[[ Given data open ]]

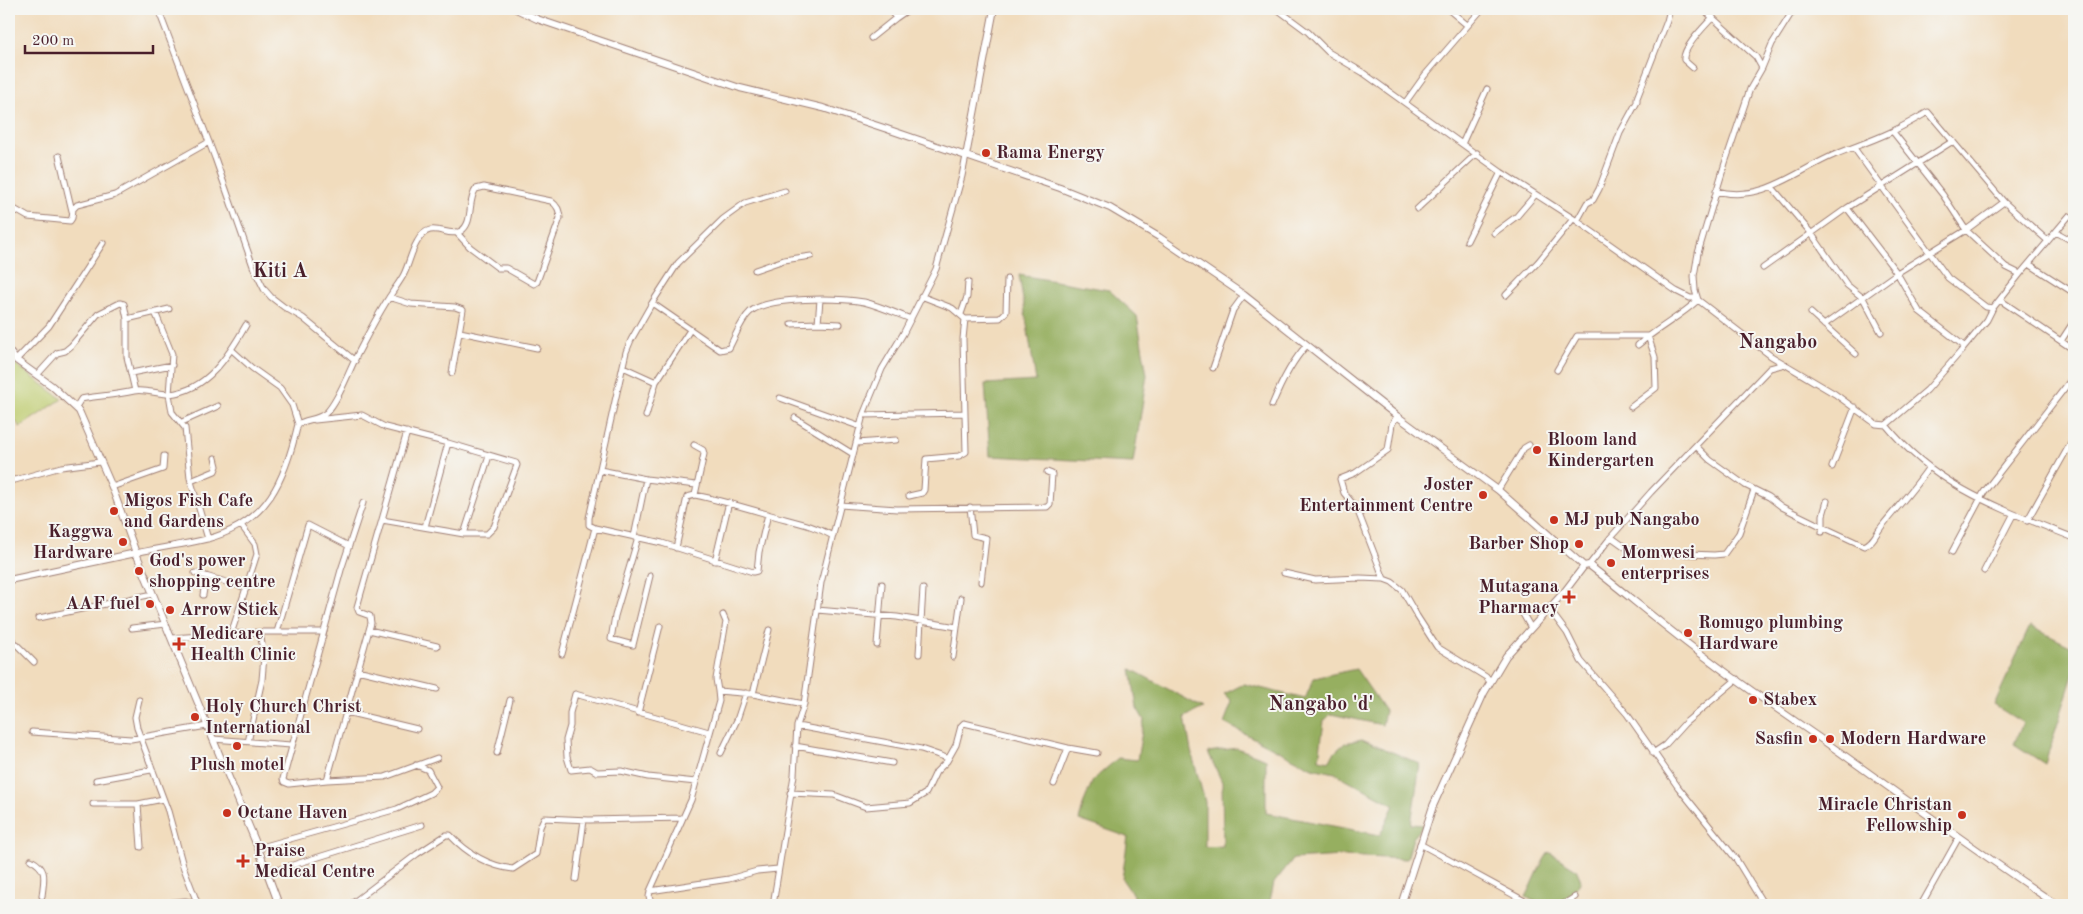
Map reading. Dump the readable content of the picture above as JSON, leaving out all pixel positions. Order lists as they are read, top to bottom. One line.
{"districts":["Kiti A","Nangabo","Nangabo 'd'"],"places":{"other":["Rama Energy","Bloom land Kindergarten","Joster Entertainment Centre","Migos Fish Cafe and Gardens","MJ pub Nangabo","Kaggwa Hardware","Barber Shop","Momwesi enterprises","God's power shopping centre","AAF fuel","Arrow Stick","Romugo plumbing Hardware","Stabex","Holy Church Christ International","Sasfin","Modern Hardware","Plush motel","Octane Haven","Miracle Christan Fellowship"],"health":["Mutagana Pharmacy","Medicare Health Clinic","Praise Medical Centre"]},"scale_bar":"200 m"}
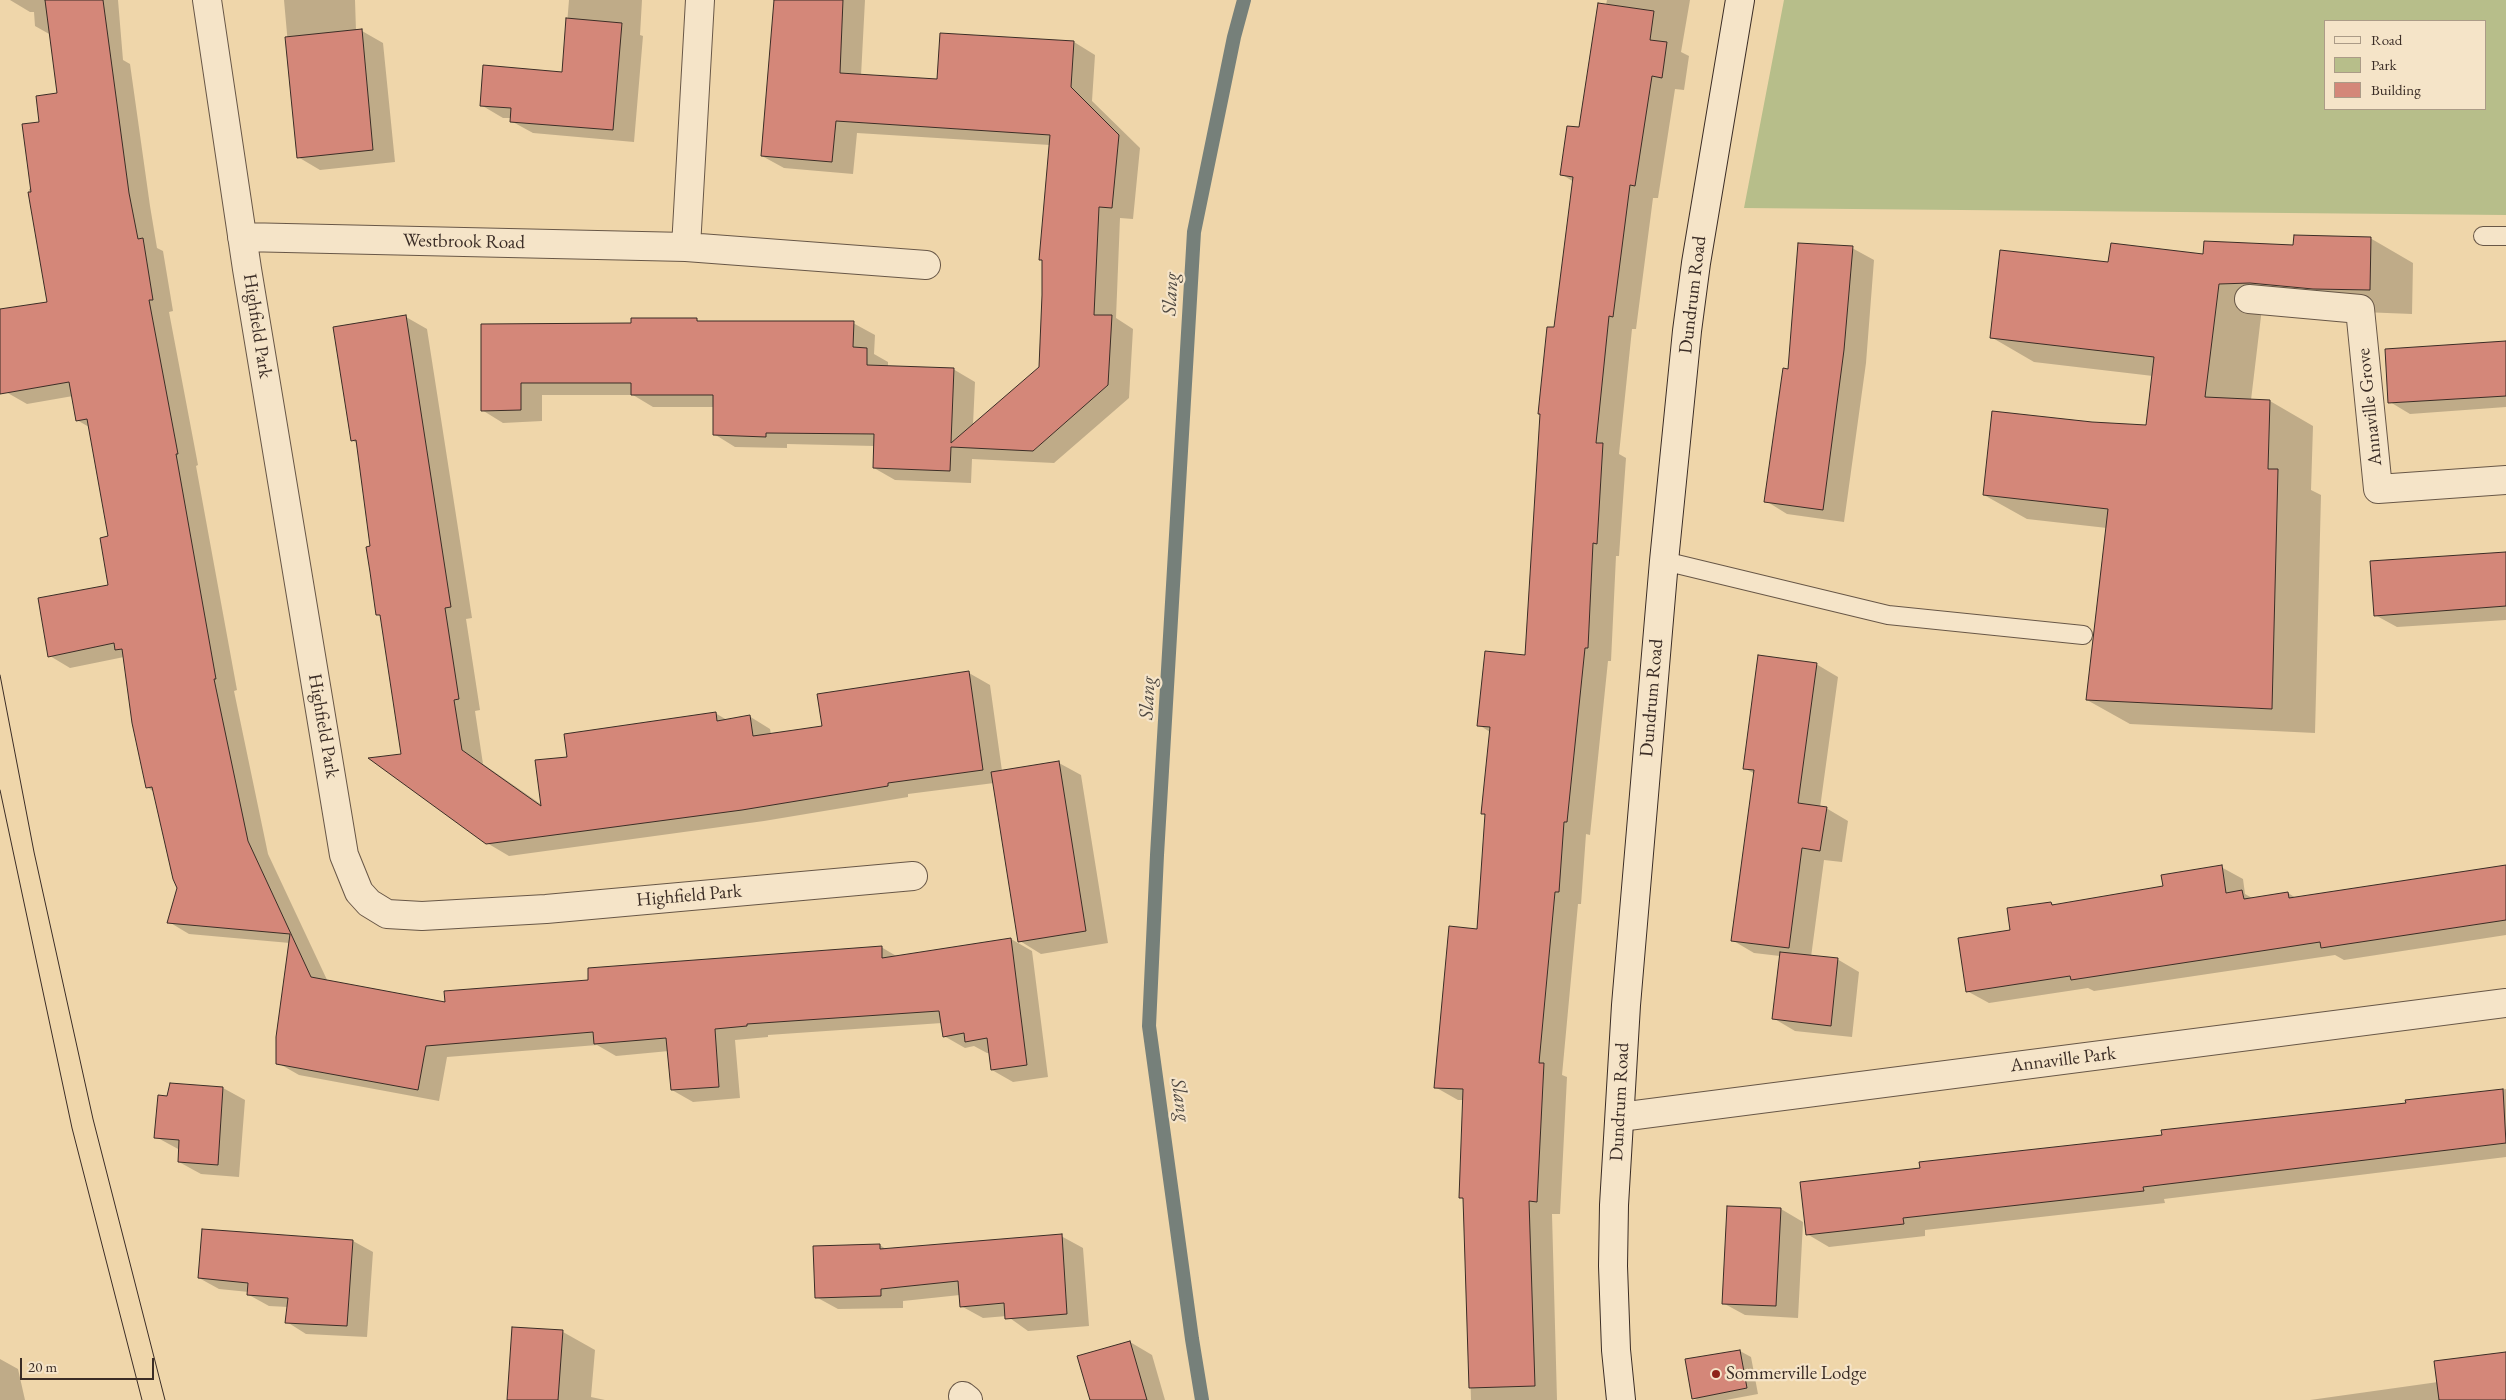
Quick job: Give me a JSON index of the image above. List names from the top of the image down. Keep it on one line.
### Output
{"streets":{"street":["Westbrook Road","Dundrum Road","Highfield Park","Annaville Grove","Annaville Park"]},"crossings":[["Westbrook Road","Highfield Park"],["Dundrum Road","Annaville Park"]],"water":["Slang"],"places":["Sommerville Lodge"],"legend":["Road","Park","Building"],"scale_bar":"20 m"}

[[ Given data closed ]]

Work task
Would you write out each entry word for word and omit the images?

Final answer
Map reading. Dump the readable content of the picture above as JSON, leaving out all pixel positions. Order lists as they are read, top to bottom. One line.
{"districts":["Kiti A","Nangabo","Nangabo 'd'"],"places":{"other":["Rama Energy","Bloom land Kindergarten","Joster Entertainment Centre","Migos Fish Cafe and Gardens","MJ pub Nangabo","Kaggwa Hardware","Barber Shop","Momwesi enterprises","God's power shopping centre","AAF fuel","Arrow Stick","Romugo plumbing Hardware","Stabex","Holy Church Christ International","Sasfin","Modern Hardware","Plush motel","Octane Haven","Miracle Christan Fellowship"],"health":["Mutagana Pharmacy","Medicare Health Clinic","Praise Medical Centre"]},"scale_bar":"200 m"}
Quick job: Give me a JSON index of the image above. List names from the top of the image down. Keep it on one line.
### Output
{"streets":{"street":["Westbrook Road","Dundrum Road","Highfield Park","Annaville Grove","Annaville Park"]},"crossings":[["Westbrook Road","Highfield Park"],["Dundrum Road","Annaville Park"]],"water":["Slang"],"places":["Sommerville Lodge"],"legend":["Road","Park","Building"],"scale_bar":"20 m"}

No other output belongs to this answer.